PRMT1-methylated MSX1 phase separates to control palate development

Little is known about the regulation and function of liquid?liquid phase separation (LLPS) in craniofacial developmental disorders, where Msh homeobox 1 (MSX1) and protein arginine methyltransferase 1 (PRMT1) are two important regulators. MSX1 mutations are associated with human cleft palate, the most common craniofacial birth defect. Here, we show that MSX1 LLPS, regulated by PRMT1-catalyzed methylation, is a vertebrate-conserved mechanism underlying the proliferation of embryonic palatal mesenchymal cells (EPMs) and palatal fusion.
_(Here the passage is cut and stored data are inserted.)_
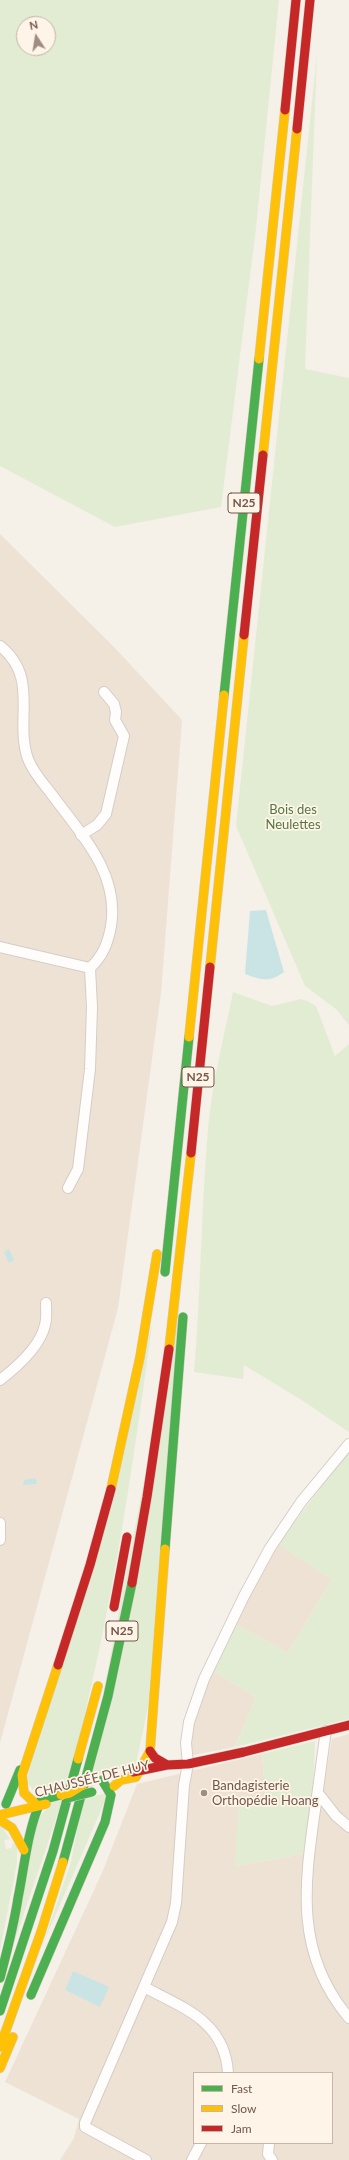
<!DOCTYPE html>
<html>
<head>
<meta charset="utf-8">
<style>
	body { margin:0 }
	#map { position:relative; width:349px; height:2160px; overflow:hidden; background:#f5f0e8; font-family:Lato,sans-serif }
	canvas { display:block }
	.legend { position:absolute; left:193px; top:2072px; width:140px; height:72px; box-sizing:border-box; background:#fef5e8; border:1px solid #c6b6a9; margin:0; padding:5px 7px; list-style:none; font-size:12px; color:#72574a }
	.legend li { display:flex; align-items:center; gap:8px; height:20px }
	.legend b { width:20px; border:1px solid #c6b6a9 }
	.north { position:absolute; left:16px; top:16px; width:40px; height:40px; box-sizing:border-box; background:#fef5e8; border:1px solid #c6b6a9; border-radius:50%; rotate:348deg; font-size:11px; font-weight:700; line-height:16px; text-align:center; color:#72574a }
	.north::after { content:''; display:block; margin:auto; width:14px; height:18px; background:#a08d81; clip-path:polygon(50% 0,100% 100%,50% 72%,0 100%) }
</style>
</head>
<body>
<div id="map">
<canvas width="349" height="2160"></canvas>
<ul class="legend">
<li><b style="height:5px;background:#4caf50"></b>Fast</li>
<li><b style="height:5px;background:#ffc107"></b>Slow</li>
<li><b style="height:5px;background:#c62828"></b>Jam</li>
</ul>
<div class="north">N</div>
</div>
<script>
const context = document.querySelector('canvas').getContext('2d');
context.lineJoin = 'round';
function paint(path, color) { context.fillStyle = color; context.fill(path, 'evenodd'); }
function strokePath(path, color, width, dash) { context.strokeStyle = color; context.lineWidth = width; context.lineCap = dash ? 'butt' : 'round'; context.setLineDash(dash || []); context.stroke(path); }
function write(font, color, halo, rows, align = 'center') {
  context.font = font + ' Lato,sans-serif'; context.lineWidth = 3.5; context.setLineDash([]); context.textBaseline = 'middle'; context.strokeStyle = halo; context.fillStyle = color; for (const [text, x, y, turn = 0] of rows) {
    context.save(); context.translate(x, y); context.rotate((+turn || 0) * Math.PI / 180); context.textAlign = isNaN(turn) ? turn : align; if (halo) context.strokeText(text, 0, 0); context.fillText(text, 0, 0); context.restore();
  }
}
const residential = new Path2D(`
	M0,534l114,113 68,73 -21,273 -43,315 -118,435z
	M278,1544l54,35 -44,74 -54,-30z
	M211,1669l45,28 -21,50 -47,9 5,-38z
	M349,1734v426h-289l14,-22 5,-19 -74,-37 97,-209 35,-89 125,-30 4,47 -31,65 68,-12 9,-3 20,-112zM194,2073h138v70h-138z`);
const green = new Path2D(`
	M0,0h279l-23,228 -35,279 -106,20 -115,-61zM24,24h24v24h-24z
	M317,54l-12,315 44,9v647l-13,-16 -31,-23 -69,-160z
	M233,992l39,14 29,-7 6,2 9,5 19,50 14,-12v388l-46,-31 -59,-36 -1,14 -49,-7c7,-81 7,-162 14,-243 4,-46 16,-92 25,-137z
	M181,1288l-33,419 -12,57 -40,11 -5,22 16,-4 1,1 -65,150 28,-82z
	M152,1325c-20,149 -42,298 -81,444 -17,61 -40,121 -59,181l25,-131 12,-12 15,-25 -30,9 -8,-10z
	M349,1450v269l-114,28 21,-50 -45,-28 23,-46 54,30 44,-74 -54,-35z
	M315,1741l-2,49 -10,64 -68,12 3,-59 28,-6 -4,-47z
	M0,1824l10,15 -6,1 2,9 6,-1v-4l5,-1v20l-17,87z`);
const water = new Path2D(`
	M266,910l18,62c-15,11 -23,8 -39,2l5,-63z
	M9,1249l5,11 -5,3 -5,-11z
	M36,1478l1,6 -14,1 1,-5z
	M73,1971l36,16 -9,20 -35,-17z`);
const street = new Path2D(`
	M0,646c40,32 14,73 28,113 5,13 14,23 22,33 29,40 70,80 61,134 -3,17 -8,30 -21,42
	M81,835l16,-10 9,-11 18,-78 -9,-16 1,-8 -2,-8 -10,-12
	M0,947l90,21
	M68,1188l10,-19 12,-100 2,-62 -2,-39
	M0,1380c17,-13 40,-33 45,-55 2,-7 1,-15 1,-22
	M0,1523v17
	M326,1731c-4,26 -7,53 -11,79 -11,77 -20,144 34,208
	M318,1793l18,23 13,11
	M144,1987c39,21 81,34 84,86
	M269,2143l-1,11 4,6
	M146,2160l-61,-33v-4l87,-201 4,-19 8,-118 4,-21 -2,-21 3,-21 15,-43 40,-83 26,-48 31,-46 48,-58
	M192,2160l9,-17`);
const fast = new Path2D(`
	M224,695l35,-336
	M165,1272l24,-235
	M165,1549l18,-232
	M6,1804l14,-34
	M63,1862l45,-166 24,-113
	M0,1978c7,-27 14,-53 18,-80 7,-34 9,-66 23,-98l20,-5
	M31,1995l74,-173 6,-27 -9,-15
	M0,2011l53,-160 25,-92`);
const slow = new Path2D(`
	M259,359l26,-249
	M263,455l34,-326
	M210,967l34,-332
	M189,1037l35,-342
	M169,1349l22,-196
	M111,1489l29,-132 17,-103
	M78,1759l20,-73
	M114,1786l7,-6 15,-3 14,-26 15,-202
	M38,1806l-14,-13 -2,-18 36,-110
	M0,1815l46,-11
	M0,1820l12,8 12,22
	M0,2047l41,-115 22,-70
	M0,2068l13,-31`);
const jam = new Path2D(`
	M285,110l11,-110
	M297,129l13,-129
	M244,635l19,-180
	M191,1153l19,-186
	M132,1583l15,-86 22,-148
	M114,1607l13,-70
	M58,1665l32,-100 21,-76
	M150,1751l5,7 12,7
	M133,1772l34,-7 21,-1 56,-12 105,-27`);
const fastBridge = new Path2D(`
	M68,1798l24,-6`);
const slowBridge = new Path2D(`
	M61,1795l9,-2 13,-8`);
const markers = [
	[204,1793,4,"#a08d81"]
];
const shields = [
	[244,503,32],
	[198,1077,32],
	[122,1631,32]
];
const shieldNames = [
	["N25",244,503],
	["N25",198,1077],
	["N25",122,1631]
];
const parkNames = [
	["Bois des",293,810],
	["Neulettes",293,825]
];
const streetNames = [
	["CHAUSSÉE DE HUY",92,1779,-14]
];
const poiNames = [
	["Bandagisterie",212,1786],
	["Orthopédie Hoang",212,1801]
];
paint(residential, '#eee2d5');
paint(green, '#e2ecd3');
paint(water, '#cae4e5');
strokePath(street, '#d4cdc7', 12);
strokePath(fast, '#d4ccc5', 10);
strokePath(slow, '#d4ccc5', 10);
strokePath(jam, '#d4ccc5', 10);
strokePath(street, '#fefdfc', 10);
strokePath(fast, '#4caf50', 9);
strokePath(slow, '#ffc107', 9);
strokePath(jam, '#c62828', 9);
strokePath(fastBridge, '#d4ccc5', 10, []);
strokePath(slowBridge, '#d4ccc5', 10, []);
strokePath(fastBridge, '#4caf50', 9);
strokePath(slowBridge, '#ffc107', 9);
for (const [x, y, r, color] of markers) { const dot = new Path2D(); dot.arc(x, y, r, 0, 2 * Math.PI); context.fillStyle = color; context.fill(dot); strokePath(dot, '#fef5e8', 1.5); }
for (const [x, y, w] of shields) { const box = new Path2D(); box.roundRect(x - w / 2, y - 10, w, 20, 3); context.fillStyle = '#fef5e8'; context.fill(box); strokePath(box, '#72574a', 1); }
write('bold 12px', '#72574a', null, shieldNames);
write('13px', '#547842', '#fef5e8', parkNames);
write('13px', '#72574a', '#fef5e8', streetNames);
write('13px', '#72574a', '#fef5e8', poiNames, 'left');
</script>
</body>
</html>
MSX1 LLPS is triggered by its N-terminal intrinsically disordered protein region (IDR) and regulated by PRMT1-catalyzed methylation, specifically asymmetric dimethylation of arginine (R). Biochemically, PRMT1 methylates MSX1 by dimethylating the residues R150 and R157 in the MSX1 IDR. Physiochemically, the R157 to serine (R157S) mutant, R150S mutant, and hypomethylated MSX1 under PRMT1 deficiency consistently cause abnormal MSX1 LLPS to form less dynamic gel-like condensates. PRMT1 and its methylation target R residues in MSX1 are conserved in vertebrates, from zebrafish to humans. Phenotypically, less dynamic gel-like condensates formed by abnormal MSX1 LLPS cause EPM proliferation defects and cleft palate.In this study, rna-seq was used to reveal the differences between the effects of Msx1 and its mutants on hepm cells. Our findings provide a new paradigm for further exploration of LLPS underlying genetic disorders for future innovation of genetic disorder treatment by direct modulation of LLPS. Overall design: Twelve samples from hepm cells transfected with four different plasmids: MSX1, R157S, R157K, and R157F were analyzed and compared with eachother.